In all honesty, I struggled with rating this one. By no means do I think that this book is a 3. I didn't think it was just "good." It was more than "good," but it was not "great," so it doesn't deserve a 4 either. Thus, I settled on the in-between with a 3.5. Perhaps it is my worries with the morals that are messing with my judgment, but I understand why this book received so much hype. It is, without a doubt in my mind, totally unique and should be praised because of it. But it's a bit disturbing and unsettling to me at times, too. (Keep in mind that this changes for everyone.) Because of this, I found myself having to put the book down for a few minutes every now and then to regain my bearings. I didn't know the true extent of all the topics that this book covers, so it was not what I expected. While I do plan on reading its sequel, I think I need a short span of time to mentally catch my breath. But I'm craving the sequel more than anything. With Gabriel finally back in the picture, I must know how their journey to freedom ensues.

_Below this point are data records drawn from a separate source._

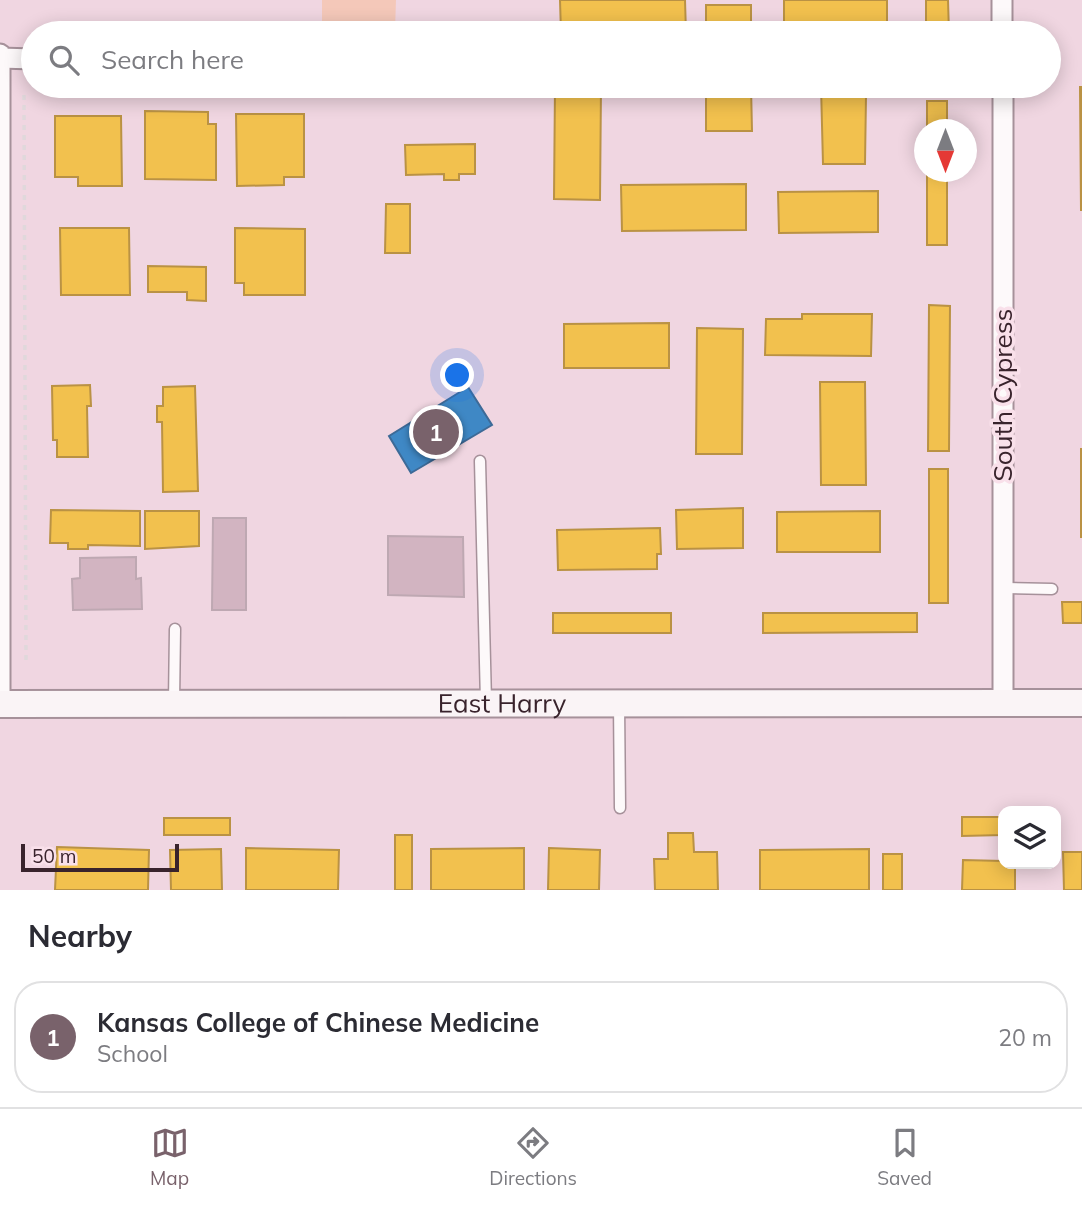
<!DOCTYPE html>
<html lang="en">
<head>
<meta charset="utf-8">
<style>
	body { margin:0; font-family:Mulish,sans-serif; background:#f7f7f7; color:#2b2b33 }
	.controls { position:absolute; right:21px; bottom:21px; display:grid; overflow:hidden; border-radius:14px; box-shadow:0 4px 18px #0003 }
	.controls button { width:63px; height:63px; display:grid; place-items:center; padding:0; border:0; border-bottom:2px solid #e1e1e2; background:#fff; color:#2b2b33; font:35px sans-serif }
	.compass { position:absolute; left:914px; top:119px; width:63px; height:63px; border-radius:50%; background:#fff; box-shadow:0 4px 18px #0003; rotate:180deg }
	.scale { position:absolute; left:21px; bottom:18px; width:158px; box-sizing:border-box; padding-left:7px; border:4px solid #39232c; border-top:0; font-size:19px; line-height:24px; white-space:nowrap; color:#39232c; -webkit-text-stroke:5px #f9e0ea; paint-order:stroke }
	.you { position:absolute; left:458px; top:376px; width:24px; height:24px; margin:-18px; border:5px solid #fff; border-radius:50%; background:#1a73e8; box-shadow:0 0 0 10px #1a73e833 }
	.badge { display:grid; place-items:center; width:46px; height:46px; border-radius:50%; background:#79626b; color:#fff; font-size:23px; font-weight:700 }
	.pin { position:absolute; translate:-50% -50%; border:4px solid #fff; box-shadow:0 2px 7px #0006 }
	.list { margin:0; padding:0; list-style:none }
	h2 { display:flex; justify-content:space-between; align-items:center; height:91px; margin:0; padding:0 28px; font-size:30px }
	h2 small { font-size:23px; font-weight:400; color:#7c7c81 }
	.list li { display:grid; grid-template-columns:46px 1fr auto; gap:21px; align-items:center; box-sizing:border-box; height:112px; margin:0 14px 14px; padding:0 14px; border:2px solid #e1e1e2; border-radius:28px }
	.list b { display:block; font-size:26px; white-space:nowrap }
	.list p { margin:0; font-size:23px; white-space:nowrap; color:#7c7c81 }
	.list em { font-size:23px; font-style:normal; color:#7c7c81 }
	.icon { flex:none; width:38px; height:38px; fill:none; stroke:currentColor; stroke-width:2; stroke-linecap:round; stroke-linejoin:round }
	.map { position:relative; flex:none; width:1082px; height:890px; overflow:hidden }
	.search { position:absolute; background:#fff; box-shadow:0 4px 18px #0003; left:21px; right:21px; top:21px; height:77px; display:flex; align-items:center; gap:18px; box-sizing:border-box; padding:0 24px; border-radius:38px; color:#7c7c81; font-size:26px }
	.sheet { height:217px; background:#fff }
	nav { display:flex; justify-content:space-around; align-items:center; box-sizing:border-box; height:98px; border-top:2px solid #e1e1e2; background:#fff; font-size:19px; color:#7c7c81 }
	nav a { display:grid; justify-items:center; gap:4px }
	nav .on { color:#79626b }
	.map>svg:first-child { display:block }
	.green { fill:#f4c8b9 }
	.homes { fill:#f2c14e; stroke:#ba9244; stroke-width:2 }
	.schools { fill:#3f88c5; stroke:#3d6a97; stroke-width:2 }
	.building { fill:#d2b4c1; stroke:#bea8b2; stroke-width:2 }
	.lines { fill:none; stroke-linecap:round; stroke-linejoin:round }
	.service-casing { stroke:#a6919a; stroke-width:13 }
	.minor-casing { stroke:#a6919a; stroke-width:23 }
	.secondary-casing { stroke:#a6919a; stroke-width:30 }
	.path { stroke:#e0d8db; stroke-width:3.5; stroke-dasharray:5 5; stroke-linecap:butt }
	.service { stroke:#fdf9fa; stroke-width:10 }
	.minor { stroke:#fdf9fa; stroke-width:19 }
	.secondary { stroke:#faf4f6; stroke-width:26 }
	.labels { text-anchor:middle; stroke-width:7; stroke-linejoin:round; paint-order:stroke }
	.street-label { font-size:26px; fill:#39232c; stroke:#f9e0ea }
</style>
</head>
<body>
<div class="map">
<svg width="1082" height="890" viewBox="0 0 1082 890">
	<rect width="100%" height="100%" fill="#f0d6e1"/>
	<path class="green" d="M 322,0 L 396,0 L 395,31 L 322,31 Z"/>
	<g class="homes">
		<path d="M 560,0 L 685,0 L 686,33 L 561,33 Z"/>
		<rect x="784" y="0" width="103" height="33"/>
		<path d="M 926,0 L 948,0 L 949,33 L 926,33 Z"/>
		<rect x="706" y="5" width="45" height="28"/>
		<path d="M 555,86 L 601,86 L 600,200 L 554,199 Z"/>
		<path d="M 706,86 L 751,86 L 752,131 L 706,131 Z"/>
		<path d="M 821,86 L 860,86 L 860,95 L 866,95 L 865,164 L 823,164 Z"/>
		<path d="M 1080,87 L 1082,87 L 1082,210 L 1081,210 Z"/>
		<rect x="927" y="101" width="20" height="29"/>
		<path d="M 145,111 L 208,112 L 208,124 L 216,124 L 216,180 L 145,179 Z"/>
		<path d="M 236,114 L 304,114 L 304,177 L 284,177 L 284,185 L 237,186 Z"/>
		<path d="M 55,116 L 121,116 L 122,186 L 78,186 L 78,177 L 55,177 Z"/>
		<path d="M 475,144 L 475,174 L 459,174 L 459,180 L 444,180 L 444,174 L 406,175 L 405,145 Z"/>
		<rect x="927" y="172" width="20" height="73"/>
		<path d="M 746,184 L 746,230 L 622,231 L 621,185 Z"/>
		<path d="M 878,191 L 878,232 L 779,233 L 778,192 Z"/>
		<path d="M 386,204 L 410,204 L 410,253 L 385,253 Z"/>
		<path d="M 60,228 L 129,228 L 130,295 L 61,295 Z"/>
		<path d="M 235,228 L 305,229 L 305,295 L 244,295 L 244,283 L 235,283 Z"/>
		<path d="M 148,266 L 206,267 L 206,301 L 187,300 L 187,292 L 148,292 Z"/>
		<path d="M 929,305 L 950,306 L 949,451 L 928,451 Z"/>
		<path d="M 802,314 L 872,314 L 871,356 L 765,355 L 766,319 L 802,319 Z"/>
		<path d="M 669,323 L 669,368 L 564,368 L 564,324 Z"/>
		<path d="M 697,328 L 743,329 L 742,454 L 696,454 Z"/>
		<path d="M 820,382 L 865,382 L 866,485 L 821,485 Z"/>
		<path d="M 90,385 L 91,406 L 87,406 L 88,457 L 57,457 L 57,440 L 53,440 L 52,386 Z"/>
		<path d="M 195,386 L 198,491 L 163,492 L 162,422 L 157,422 L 157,406 L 163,406 L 163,387 Z"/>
		<path d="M 1081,448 L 1082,537 L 1081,537 Z"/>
		<rect x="929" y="469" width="19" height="134"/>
		<path d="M 743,508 L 743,548 L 677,549 L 676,510 Z"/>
		<path d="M 51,510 L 140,511 L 140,546 L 88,545 L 88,549 L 68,549 L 68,543 L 50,543 Z"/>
		<path d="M 145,511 L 199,511 L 199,546 L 145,549 Z"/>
		<path d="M 880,511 L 880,552 L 777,552 L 777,512 Z"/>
		<path d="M 660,528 L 661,554 L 657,554 L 657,569 L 558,570 L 557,530 Z"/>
		<path d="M 1062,602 L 1082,602 L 1082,623 L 1063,623 Z"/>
		<rect x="553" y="613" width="118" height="20"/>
		<path d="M 763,613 L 917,613 L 917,632 L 763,633 Z"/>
		<path d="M 962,817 L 1003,817 L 1003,835 L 962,836 Z"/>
		<rect x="164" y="818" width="66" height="17"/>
		<path d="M 668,833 L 693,833 L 694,852 L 717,852 L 718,890 L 655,890 L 654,859 L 668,859 Z"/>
		<rect x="395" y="835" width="17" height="55"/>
		<path d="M 57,847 L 149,850 L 148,890 L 55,890 Z"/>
		<path d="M 246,848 L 339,850 L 338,890 L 246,890 Z"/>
		<path d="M 524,848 L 524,890 L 431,890 L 431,849 Z"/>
		<path d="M 549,848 L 600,850 L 599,890 L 548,890 Z"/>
		<path d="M 221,849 L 222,890 L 171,890 L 170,850 Z"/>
		<path d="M 869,849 L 869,890 L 760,890 L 760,850 Z"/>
		<path d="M 1063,852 L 1082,852 L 1082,890 L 1064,890 Z"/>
		<rect x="883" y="854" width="19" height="36"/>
		<path d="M 963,860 L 1003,861 L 1003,864 L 1015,864 L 1015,890 L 962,890 Z"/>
	</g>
	<path class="schools" d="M 468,387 L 492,425 L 411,473 L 389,436 Z"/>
	<g class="building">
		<path d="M 213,518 L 246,518 L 246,610 L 212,610 Z"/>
		<path d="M 388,536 L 463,537 L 464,597 L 388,595 Z"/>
		<path d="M 136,557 L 136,579 L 141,578 L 142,609 L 73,610 L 72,579 L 80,578 L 80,558 Z"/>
	</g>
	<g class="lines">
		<g class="service-casing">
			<g id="service">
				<path d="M 480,461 L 486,702"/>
				<path d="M 1004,588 L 1052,589"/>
				<path d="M 174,702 L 175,629"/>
				<path d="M 619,703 L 620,808"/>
			</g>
		</g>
		<g class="minor-casing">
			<g id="minor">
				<path d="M 1002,0 L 1002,33"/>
				<path d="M 0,54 L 0,704"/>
				<path d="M 0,58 L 33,59"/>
				<path d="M 1003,86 L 1003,703"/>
			</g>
		</g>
		<g class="secondary-casing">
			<g id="secondary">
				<path id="s1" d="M 0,704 L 1082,703"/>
			</g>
		</g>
		<path class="path" d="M 24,95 L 26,660"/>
		<use href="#service" class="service"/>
		<use href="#minor" class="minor"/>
		<use href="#secondary" class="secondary"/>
	</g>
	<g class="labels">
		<g class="street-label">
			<text transform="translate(1003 395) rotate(-90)" y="9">South Cypress</text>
			<text dy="9" stroke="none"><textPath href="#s1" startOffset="502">East Harry</textPath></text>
		</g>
	</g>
</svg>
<div class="controls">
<button><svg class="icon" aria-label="layers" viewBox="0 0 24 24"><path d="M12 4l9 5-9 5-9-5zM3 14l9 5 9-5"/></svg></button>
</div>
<svg class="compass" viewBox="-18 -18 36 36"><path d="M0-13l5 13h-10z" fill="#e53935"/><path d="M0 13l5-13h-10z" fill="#7c7c81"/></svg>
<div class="scale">50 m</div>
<div class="you"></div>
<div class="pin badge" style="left:436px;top:432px">1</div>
<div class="search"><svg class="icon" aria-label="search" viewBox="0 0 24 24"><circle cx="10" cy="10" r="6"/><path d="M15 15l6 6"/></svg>Search here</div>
</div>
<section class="sheet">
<h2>Nearby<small></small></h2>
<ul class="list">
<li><span class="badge">1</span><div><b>Kansas College of Chinese Medicine</b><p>School</p></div><em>20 m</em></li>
</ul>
</section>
<nav>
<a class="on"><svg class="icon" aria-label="map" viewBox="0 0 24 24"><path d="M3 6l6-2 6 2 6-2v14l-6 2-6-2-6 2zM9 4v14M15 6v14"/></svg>Map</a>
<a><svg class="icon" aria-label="directions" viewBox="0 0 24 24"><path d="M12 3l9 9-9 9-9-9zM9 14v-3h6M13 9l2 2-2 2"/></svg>Directions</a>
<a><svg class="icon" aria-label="saved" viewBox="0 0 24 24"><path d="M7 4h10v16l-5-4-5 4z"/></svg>Saved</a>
</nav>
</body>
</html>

If you want something different that's a bit of a heavier read, this will be a good book for you. If you can't handle heavy, this book will not be a good pick for you, at all.
I love this cover. It is rare that I like covers with people on it, but this cover is so eye-catching and... unique. With the recent drama about white females in dresses being all over book covers, I know that me saying I actually like a cover like this is odd. While the others are often just a girl standing there, this girl is broken and bent out of shape and the circular design that continues throughout the novel's chapter title brings your focus onto little details, like the tiny bird and her curled fingers--a wedding band similar to Rhine's adorning one of said fingers. I just like the concept of this cover.